The first provision of SARA that alarms us is Section 221, the increased threshold for "micropurchases" from $2,500 to $25,000. Perhaps some of the Members of this Subcommittee are unaware of Representative Horn's fine work in the Government Efficiency Subcommittee of this very same Government Reform Committee. He held hearings last year entitled, "The Use and Abuse of Government Purchase Cards: Is Anyone Watching?" It would appear from Section 221 that this Subcommittee is not. Senator Charles Grassley, who had initiated the investigation of the federal purchase card program testified that, "The GAO reports that purchase cards are being used to buy expensive items for personal use – with no accountable records. There were over 500 known purchase card fraud cases in the last two years alone. And with just a small sample, GAO found some more. And the worst part about it, Mr. Chairman, no one seems to care. The Defense Finance and Accounting Service simply pays the bills in full – no questions asked." At this hearing, Representative Horn concluded that, "the cost of this program may far outweigh its benefits." Why on earth then, would this Subcommittee expand ten-fold a program that has already been found to be so replete with abuse?

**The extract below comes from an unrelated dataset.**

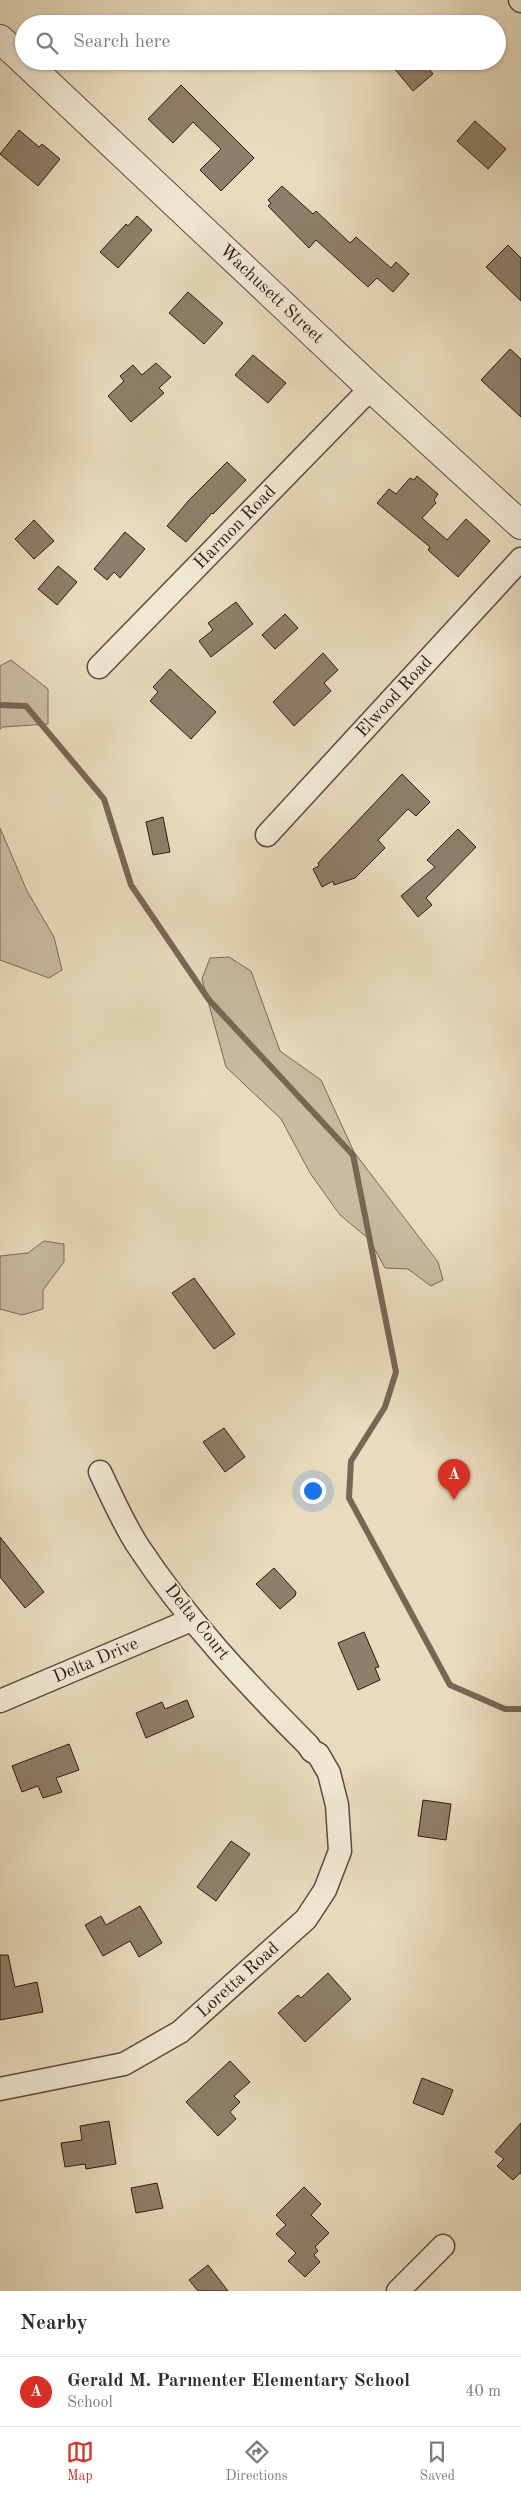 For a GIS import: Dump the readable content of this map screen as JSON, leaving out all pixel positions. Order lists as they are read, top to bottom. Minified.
{"streets":{"street":["Wachusett Street","Harmon Road","Elwood Road","Delta Court","Delta Drive","Loretta Road"]},"crossings":[["Wachusett Street","Harmon Road"],["Delta Court","Delta Drive"],["Delta Court","Loretta Road"]],"page":{"search":"Search here","pins":"A","heading":"Nearby","list":[{"mark":"A","name":"Gerald M. Parmenter Elementary School","note":"School","value":"40 m"}],"nav":["Map","Directions","Saved"]}}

Section 301, Revisions to Share-in-Savings (SIS) Initiatives, greatly expands SIS contracts to be used government-wide without a SHRED of evidence that they can be successfully used beyond energy-savings. As we testified last November, projected contractor profits from this program are far more concrete than projected savings. Of particular concern will be how benchmarks will be established to prove that savings have in fact been realized. It is certainly premature and irresponsible to expand this initiative before there has even be an evaluation of the Department of Education's pilot SIS program.

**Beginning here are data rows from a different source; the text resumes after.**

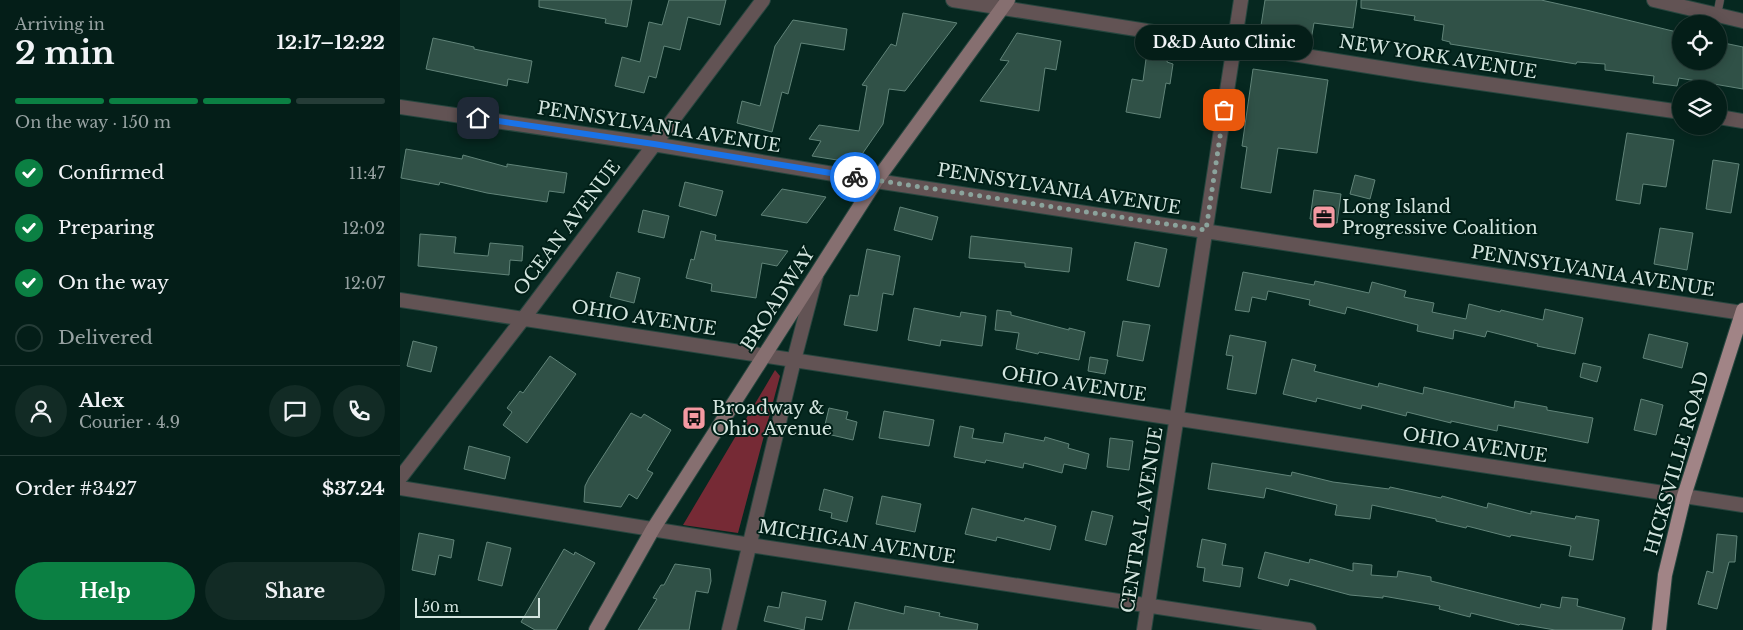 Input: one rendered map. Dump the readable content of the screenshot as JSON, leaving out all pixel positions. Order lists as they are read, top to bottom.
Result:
{
  "streets": {
    "main road": ["BROADWAY", "HICKSVILLE ROAD"],
    "street": [
      "NEW YORK AVENUE",
      "PENNSYLVANIA AVENUE",
      "OCEAN AVENUE",
      "OHIO AVENUE",
      "CENTRAL AVENUE",
      "MICHIGAN AVENUE"
    ]
  },
  "crossings": [
    ["NEW YORK AVENUE", "BROADWAY"],
    ["NEW YORK AVENUE", "CENTRAL AVENUE"],
    ["PENNSYLVANIA AVENUE", "OCEAN AVENUE"],
    ["PENNSYLVANIA AVENUE", "BROADWAY"],
    ["PENNSYLVANIA AVENUE", "HICKSVILLE ROAD"],
    ["PENNSYLVANIA AVENUE", "CENTRAL AVENUE"],
    ["OCEAN AVENUE", "OHIO AVENUE"],
    ["BROADWAY", "OHIO AVENUE"],
    ["BROADWAY", "MICHIGAN AVENUE"],
    ["OHIO AVENUE", "HICKSVILLE ROAD"],
    ["OHIO AVENUE", "CENTRAL AVENUE"],
    ["CENTRAL AVENUE", "MICHIGAN AVENUE"]
  ],
  "places": {
    "other": ["D&D Auto Clinic"],
    "office": ["Long Island Progressive Coalition"],
    "bus stop": ["Broadway & Ohio Avenue"]
  },
  "scale_bar": "50 m",
  "page": {
    "heading": ["2 min", "Arriving in", "12:17–12:22"],
    "panel": [
      "Alex",
      "Courier · 4.9",
      "Order #3427",
      "$37.24"
    ],
    "bubble": "D&D Auto Clinic",
    "bar": "On the way · 150 m",
    "list": [
      ["Confirmed", "11:47"],
      ["Preparing", "12:02"],
      ["On the way", "12:07"],
      "Delivered"
    ],
    "buttons": ["Help", "Share"],
    "scale": "50 m"
  }
}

In circular logic, Section 401 of SARA encourages the use of performance-based contracting, yet in the very next section, Section 402, this bill encourages the use of what is essentially the polar opposite – Time and Material and Labor Hour contracting. These types of contracts pay for time or money spent, not for milestones reached or work completed. Anyone who has hired a lawyer knows what happens when you pay by the hour – the customer, in this case the taxpayer, will pay more for less. The government should not be encouraging the use of a class of contracts with as clear a disincentive to produce as are provided in Section 402.

We are also very concerned about Section 404 – the designation of "Commercial Business Entities." Again Orwell would give a thumbs-up to the concept of pretending that the free-market had set the prices of goods and services when, in fact, they had not. Why should the government waive the Truth In Negotiations Act or Cost Accounting Standards when it buys Sikorsky Black Hawk military helicopters from United Technologies, simply because it also sells Otis elevators?

Overall, Acquisition Reform has been destructive to accountable, responsible federal acquisition practices. The acquisition reform community has slowing chipped away the safeguards that protect the public fisc by hiding behind the rhetoric of "cutting red-tape." This SARA legislation is a continuation of these damaging "reforms" and would appear to be evidence that political contributions are swaying the direction of public policy.


1 "Contracting Officer Determinations of Price Reasonableness when Cost or Pricing Data Were Not Obtained." Office of the Inspector General, Department of Defense, Report No. D-2001-129, May 30, 2001.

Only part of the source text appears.